**REQUIREMENT**
Whenever a line in the records below contains "Argyle", pick it out.

-.-.-

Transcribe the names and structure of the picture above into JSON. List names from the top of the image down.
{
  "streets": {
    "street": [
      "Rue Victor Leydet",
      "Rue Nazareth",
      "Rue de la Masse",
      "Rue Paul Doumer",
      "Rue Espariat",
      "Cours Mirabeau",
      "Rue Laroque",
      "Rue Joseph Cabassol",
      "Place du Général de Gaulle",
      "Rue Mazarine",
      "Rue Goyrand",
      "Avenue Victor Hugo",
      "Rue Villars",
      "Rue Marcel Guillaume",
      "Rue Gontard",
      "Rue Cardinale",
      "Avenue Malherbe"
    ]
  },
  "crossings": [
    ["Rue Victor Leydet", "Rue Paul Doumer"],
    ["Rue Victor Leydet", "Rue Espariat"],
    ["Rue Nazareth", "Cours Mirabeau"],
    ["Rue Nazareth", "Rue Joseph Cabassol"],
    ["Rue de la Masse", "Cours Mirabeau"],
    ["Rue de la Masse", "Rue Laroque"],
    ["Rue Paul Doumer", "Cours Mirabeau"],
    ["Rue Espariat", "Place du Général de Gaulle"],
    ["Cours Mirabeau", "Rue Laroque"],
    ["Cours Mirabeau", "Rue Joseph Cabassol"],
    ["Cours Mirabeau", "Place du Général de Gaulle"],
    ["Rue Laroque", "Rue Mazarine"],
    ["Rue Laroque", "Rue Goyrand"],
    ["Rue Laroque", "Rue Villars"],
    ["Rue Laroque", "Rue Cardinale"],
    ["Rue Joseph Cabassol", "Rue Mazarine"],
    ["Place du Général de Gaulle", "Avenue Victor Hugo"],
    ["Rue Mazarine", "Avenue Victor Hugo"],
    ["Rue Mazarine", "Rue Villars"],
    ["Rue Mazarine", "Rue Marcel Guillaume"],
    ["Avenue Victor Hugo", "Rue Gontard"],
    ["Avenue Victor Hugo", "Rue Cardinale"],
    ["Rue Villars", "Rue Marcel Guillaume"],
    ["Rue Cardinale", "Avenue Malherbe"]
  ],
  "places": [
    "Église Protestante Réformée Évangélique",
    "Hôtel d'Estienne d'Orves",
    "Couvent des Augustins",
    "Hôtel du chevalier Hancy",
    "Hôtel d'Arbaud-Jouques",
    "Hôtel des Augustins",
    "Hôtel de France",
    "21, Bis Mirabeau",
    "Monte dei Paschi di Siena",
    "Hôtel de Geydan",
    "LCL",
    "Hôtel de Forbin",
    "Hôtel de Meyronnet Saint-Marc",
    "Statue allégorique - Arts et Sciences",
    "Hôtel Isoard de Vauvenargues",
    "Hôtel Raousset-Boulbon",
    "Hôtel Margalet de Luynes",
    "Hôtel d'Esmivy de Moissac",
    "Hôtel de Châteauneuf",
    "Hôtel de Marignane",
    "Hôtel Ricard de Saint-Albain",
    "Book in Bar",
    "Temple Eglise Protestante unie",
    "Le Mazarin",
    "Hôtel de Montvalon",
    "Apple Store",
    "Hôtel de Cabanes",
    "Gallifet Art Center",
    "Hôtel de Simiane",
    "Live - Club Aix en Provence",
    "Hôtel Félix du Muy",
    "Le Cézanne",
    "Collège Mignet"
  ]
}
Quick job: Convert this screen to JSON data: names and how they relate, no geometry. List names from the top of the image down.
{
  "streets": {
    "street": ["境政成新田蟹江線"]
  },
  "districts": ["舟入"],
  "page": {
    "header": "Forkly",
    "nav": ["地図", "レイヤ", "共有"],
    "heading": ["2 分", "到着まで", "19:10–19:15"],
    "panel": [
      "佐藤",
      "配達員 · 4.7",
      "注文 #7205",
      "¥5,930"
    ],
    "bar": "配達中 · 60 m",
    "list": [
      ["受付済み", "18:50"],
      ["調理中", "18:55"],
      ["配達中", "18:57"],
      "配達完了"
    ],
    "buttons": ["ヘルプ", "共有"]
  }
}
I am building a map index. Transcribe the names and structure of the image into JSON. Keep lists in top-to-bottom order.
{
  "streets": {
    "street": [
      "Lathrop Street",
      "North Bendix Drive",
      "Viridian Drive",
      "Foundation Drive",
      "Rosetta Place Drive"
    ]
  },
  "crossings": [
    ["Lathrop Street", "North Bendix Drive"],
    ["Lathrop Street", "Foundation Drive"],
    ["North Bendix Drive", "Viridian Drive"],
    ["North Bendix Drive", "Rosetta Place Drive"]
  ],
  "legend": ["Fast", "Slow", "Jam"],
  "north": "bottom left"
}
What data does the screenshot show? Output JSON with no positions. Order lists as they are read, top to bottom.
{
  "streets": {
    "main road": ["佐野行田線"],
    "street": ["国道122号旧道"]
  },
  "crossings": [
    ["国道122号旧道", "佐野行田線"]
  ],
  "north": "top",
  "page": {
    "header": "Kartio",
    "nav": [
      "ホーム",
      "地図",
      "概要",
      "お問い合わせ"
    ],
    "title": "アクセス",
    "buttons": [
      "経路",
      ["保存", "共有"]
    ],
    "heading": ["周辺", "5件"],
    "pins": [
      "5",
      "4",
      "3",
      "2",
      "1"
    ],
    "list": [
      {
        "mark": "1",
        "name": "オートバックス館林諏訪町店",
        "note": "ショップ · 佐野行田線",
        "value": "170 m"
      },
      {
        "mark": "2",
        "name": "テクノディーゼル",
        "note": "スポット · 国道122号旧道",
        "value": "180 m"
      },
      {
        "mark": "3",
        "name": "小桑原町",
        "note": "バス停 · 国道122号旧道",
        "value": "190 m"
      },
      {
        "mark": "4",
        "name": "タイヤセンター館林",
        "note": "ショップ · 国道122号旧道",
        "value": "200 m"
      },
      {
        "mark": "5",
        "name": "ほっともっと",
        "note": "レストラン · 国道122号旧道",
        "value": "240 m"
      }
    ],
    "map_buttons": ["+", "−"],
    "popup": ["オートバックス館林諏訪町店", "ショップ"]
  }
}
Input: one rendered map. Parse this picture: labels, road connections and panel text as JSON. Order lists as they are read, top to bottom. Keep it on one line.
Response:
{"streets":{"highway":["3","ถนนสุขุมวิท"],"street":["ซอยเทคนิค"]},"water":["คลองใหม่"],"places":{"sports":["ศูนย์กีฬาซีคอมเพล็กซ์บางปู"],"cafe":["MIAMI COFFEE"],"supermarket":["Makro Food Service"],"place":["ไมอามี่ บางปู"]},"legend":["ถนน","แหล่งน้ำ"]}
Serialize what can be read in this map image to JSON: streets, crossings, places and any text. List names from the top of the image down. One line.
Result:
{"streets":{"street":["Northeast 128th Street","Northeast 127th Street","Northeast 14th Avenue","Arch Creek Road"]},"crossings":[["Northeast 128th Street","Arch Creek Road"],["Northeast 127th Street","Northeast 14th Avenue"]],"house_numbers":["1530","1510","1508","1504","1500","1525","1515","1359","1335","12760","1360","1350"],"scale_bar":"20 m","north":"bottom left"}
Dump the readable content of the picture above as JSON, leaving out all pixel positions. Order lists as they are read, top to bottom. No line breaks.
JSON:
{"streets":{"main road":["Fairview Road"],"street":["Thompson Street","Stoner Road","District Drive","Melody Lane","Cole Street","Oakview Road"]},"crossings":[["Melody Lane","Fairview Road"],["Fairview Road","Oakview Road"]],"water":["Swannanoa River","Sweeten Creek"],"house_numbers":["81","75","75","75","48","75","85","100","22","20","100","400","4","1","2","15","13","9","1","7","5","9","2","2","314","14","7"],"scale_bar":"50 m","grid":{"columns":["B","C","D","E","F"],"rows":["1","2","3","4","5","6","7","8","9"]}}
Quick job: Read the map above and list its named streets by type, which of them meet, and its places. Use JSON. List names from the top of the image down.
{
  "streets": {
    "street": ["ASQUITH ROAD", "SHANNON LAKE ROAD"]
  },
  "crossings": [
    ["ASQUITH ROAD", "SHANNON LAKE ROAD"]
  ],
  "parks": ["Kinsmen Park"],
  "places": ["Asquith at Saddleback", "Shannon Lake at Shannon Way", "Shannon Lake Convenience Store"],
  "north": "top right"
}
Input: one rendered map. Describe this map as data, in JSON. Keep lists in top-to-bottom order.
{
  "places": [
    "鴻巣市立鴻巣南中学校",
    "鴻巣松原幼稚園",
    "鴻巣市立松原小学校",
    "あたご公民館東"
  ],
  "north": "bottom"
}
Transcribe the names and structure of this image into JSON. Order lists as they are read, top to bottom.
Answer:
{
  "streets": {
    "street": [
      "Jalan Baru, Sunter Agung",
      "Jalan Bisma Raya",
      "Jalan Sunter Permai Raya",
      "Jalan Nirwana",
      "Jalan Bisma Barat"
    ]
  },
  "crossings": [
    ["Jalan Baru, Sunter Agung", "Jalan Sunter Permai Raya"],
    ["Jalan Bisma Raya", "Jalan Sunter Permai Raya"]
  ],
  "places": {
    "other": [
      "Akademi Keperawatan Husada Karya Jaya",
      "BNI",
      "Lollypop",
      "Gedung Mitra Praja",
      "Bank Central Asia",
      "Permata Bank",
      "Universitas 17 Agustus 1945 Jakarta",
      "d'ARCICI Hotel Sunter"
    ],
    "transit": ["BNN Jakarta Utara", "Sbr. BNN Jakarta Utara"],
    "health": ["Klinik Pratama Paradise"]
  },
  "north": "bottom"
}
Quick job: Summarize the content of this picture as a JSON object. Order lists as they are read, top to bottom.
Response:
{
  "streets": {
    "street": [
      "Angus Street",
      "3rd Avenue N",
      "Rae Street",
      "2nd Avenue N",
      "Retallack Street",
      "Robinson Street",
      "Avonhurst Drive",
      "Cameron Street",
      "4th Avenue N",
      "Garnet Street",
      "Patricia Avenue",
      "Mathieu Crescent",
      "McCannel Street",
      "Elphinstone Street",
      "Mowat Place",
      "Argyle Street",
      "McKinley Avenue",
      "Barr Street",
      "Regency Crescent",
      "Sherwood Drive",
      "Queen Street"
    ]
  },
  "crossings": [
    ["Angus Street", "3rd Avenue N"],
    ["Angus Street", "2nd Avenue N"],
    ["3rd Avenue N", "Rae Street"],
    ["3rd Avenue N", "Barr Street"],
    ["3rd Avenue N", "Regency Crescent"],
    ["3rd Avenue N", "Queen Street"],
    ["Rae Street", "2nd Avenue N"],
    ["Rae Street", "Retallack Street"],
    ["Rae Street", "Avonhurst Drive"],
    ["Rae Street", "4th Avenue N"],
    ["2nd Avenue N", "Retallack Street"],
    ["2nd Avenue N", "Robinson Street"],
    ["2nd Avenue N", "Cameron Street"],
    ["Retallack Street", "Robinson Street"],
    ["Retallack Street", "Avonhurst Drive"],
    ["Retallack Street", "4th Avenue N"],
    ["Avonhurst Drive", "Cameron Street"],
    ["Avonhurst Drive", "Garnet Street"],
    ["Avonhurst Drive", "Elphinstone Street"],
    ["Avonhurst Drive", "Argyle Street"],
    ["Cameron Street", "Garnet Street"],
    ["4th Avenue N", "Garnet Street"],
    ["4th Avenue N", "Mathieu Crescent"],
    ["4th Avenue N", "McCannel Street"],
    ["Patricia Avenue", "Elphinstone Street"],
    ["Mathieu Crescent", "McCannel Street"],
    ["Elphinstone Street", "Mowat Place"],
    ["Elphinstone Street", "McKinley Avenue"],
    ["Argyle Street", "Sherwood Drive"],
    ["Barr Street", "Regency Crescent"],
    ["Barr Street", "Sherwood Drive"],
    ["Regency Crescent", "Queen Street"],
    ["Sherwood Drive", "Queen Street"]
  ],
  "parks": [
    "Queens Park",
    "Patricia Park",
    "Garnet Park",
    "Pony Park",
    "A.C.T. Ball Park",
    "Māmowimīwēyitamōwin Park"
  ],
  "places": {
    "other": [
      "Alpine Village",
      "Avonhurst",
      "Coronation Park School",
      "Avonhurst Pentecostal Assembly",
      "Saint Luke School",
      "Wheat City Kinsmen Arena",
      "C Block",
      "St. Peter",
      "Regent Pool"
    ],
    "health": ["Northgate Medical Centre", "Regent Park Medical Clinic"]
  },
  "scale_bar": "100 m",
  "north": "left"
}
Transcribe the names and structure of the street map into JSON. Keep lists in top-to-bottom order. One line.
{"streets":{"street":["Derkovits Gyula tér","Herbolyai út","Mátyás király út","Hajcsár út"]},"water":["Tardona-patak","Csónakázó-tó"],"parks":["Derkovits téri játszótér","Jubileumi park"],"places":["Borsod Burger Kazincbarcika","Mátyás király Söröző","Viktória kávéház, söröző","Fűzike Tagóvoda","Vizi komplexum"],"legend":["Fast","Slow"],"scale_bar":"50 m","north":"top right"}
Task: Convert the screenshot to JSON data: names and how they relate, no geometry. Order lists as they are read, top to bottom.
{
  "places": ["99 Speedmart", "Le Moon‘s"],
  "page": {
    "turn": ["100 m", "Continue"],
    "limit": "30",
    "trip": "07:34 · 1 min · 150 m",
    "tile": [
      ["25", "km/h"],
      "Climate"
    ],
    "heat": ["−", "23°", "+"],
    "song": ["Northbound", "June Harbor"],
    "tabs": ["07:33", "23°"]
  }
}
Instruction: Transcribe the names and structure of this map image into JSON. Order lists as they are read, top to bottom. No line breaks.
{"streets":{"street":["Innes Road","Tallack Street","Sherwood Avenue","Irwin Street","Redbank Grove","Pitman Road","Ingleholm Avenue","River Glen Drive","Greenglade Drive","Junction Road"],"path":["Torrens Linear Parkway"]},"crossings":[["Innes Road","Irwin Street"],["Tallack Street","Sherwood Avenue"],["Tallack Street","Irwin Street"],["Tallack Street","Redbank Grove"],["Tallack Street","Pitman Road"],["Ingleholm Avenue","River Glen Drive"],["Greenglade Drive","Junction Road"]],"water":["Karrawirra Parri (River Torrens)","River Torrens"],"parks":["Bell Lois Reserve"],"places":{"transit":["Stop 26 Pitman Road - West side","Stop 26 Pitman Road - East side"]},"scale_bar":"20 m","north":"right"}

-.-.-

**WRITTEN REPLY**
      "Argyle Street",
    ["Avonhurst Drive", "Argyle Street"],
    ["Argyle Street", "Sherwood Drive"],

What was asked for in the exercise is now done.